START DATA TO PROCESS
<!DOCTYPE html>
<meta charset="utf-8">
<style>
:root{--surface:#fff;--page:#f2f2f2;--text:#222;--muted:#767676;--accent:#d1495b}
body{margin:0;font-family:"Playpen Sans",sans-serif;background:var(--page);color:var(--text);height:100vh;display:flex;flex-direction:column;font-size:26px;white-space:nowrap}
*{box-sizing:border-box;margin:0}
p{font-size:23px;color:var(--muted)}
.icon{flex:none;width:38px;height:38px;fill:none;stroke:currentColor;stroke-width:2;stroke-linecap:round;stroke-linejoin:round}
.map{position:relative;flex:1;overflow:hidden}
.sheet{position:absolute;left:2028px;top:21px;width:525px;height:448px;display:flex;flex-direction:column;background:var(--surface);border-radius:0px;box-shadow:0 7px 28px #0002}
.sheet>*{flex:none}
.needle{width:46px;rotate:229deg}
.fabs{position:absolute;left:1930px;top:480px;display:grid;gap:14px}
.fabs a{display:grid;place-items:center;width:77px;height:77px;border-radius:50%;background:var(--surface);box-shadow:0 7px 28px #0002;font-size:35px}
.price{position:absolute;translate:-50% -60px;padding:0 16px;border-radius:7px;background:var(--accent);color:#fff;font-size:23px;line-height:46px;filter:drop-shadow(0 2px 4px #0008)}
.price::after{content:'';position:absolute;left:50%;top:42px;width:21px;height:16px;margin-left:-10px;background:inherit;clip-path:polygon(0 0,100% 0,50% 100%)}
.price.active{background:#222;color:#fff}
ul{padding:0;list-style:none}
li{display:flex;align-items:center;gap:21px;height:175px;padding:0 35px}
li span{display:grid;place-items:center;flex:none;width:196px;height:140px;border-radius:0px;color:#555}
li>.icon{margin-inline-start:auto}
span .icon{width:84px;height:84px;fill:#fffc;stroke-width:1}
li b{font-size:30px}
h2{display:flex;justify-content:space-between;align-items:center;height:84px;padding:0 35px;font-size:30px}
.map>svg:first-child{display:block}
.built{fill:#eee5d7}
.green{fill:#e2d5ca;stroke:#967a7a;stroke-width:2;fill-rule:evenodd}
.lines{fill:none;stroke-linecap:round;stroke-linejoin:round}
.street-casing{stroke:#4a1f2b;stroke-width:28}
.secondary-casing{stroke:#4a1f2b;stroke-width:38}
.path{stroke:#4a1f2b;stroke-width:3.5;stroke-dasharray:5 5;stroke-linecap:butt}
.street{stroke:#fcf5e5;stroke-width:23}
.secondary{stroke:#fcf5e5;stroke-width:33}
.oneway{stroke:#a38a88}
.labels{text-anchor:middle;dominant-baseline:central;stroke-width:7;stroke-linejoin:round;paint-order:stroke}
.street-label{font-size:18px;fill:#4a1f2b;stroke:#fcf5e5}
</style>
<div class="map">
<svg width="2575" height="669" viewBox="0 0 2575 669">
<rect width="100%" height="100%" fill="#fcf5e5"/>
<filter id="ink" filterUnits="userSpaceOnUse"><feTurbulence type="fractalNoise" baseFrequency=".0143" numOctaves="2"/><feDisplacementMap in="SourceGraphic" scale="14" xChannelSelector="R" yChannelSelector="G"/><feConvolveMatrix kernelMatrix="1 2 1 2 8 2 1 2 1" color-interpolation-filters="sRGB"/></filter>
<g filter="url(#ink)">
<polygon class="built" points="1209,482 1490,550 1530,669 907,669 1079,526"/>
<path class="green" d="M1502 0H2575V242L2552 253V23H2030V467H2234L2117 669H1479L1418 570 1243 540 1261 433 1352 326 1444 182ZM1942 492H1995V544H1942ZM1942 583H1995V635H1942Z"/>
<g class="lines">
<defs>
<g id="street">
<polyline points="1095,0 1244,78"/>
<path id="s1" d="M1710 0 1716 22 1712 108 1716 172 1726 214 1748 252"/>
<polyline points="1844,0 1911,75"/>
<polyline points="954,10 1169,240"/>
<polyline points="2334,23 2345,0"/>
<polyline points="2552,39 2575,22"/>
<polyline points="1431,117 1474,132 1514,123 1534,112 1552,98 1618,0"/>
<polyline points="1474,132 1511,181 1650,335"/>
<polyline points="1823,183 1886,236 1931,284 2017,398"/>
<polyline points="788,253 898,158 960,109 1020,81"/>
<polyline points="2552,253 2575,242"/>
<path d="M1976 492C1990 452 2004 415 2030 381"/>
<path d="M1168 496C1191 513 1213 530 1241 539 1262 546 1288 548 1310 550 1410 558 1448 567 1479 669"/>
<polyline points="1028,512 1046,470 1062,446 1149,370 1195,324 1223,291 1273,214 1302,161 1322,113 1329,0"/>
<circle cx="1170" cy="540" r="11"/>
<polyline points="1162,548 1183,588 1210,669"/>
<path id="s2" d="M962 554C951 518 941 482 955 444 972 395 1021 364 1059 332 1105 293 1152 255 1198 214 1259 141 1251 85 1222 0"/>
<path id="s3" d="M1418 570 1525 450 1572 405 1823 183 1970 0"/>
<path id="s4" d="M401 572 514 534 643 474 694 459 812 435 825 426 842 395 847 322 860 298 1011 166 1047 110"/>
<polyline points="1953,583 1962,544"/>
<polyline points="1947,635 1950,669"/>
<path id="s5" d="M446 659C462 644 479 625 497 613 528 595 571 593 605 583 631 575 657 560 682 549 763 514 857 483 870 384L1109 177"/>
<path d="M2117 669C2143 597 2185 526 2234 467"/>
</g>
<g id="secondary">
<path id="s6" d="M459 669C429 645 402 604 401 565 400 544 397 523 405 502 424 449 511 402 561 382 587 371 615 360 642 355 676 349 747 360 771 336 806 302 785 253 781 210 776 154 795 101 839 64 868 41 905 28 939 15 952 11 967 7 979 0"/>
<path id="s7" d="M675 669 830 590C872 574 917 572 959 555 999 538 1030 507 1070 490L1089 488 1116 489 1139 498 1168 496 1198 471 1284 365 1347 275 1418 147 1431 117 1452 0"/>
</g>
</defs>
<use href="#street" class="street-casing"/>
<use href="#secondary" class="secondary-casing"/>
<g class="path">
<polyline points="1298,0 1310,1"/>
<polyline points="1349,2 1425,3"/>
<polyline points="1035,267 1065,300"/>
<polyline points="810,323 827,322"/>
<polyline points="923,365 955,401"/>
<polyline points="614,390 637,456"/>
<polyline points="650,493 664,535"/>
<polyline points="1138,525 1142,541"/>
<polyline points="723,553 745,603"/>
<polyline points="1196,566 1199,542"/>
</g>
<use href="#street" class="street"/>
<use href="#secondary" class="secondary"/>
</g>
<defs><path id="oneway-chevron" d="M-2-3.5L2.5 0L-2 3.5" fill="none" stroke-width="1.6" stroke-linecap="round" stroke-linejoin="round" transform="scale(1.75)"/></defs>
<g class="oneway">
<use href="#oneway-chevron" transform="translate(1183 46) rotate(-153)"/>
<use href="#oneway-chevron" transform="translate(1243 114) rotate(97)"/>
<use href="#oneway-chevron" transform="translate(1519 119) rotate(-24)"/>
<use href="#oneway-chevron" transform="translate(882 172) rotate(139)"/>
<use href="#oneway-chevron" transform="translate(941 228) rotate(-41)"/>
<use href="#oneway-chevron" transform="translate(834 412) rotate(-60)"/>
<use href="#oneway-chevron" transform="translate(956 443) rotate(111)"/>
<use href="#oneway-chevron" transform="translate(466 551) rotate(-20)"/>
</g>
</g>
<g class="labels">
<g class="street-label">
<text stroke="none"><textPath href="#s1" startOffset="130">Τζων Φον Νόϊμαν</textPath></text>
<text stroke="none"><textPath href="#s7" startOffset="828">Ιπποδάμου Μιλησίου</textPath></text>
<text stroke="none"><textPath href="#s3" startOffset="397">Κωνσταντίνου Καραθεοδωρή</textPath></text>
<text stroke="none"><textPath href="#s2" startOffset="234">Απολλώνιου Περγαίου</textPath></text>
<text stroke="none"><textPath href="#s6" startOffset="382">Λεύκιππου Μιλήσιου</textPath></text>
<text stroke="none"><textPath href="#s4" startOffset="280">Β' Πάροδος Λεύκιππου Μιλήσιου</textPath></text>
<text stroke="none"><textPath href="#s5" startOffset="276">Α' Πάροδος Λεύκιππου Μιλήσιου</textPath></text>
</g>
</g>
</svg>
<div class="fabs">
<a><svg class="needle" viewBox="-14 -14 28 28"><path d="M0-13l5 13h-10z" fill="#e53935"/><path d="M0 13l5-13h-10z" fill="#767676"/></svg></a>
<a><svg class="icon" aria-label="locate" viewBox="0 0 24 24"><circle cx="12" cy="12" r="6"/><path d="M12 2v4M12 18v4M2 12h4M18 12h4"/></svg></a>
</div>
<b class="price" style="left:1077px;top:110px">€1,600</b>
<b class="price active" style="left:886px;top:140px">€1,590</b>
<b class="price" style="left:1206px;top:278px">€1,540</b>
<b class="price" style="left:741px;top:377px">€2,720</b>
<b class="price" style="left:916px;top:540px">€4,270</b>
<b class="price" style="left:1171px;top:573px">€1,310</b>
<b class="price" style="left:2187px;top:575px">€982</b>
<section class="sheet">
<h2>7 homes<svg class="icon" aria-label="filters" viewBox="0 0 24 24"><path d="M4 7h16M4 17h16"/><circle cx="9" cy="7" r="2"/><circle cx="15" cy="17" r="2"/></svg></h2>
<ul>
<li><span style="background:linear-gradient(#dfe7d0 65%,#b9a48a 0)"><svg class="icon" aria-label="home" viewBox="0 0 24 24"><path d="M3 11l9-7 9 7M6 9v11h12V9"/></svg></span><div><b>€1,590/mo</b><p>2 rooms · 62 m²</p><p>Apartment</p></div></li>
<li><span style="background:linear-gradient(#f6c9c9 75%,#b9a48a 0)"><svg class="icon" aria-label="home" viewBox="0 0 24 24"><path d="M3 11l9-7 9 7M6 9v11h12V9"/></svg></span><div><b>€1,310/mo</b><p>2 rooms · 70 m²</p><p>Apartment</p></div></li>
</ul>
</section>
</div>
END DATA TO PROCESS
▶ PROBLEM STATEMENT
All lines of the data that hold "margin" need to be copied.

▶ RESPONSE
body{margin:0;font-family:"Playpen Sans",sans-serif;background:var(--page);color:var(--text);height:100vh;display:flex;flex-direction:column;font-size:26px;white-space:nowrap}
*{box-sizing:border-box;margin:0}
.price::after{content:'';position:absolute;left:50%;top:42px;width:21px;height:16px;margin-left:-10px;background:inherit;clip-path:polygon(0 0,100% 0,50% 100%)}
li>.icon{margin-inline-start:auto}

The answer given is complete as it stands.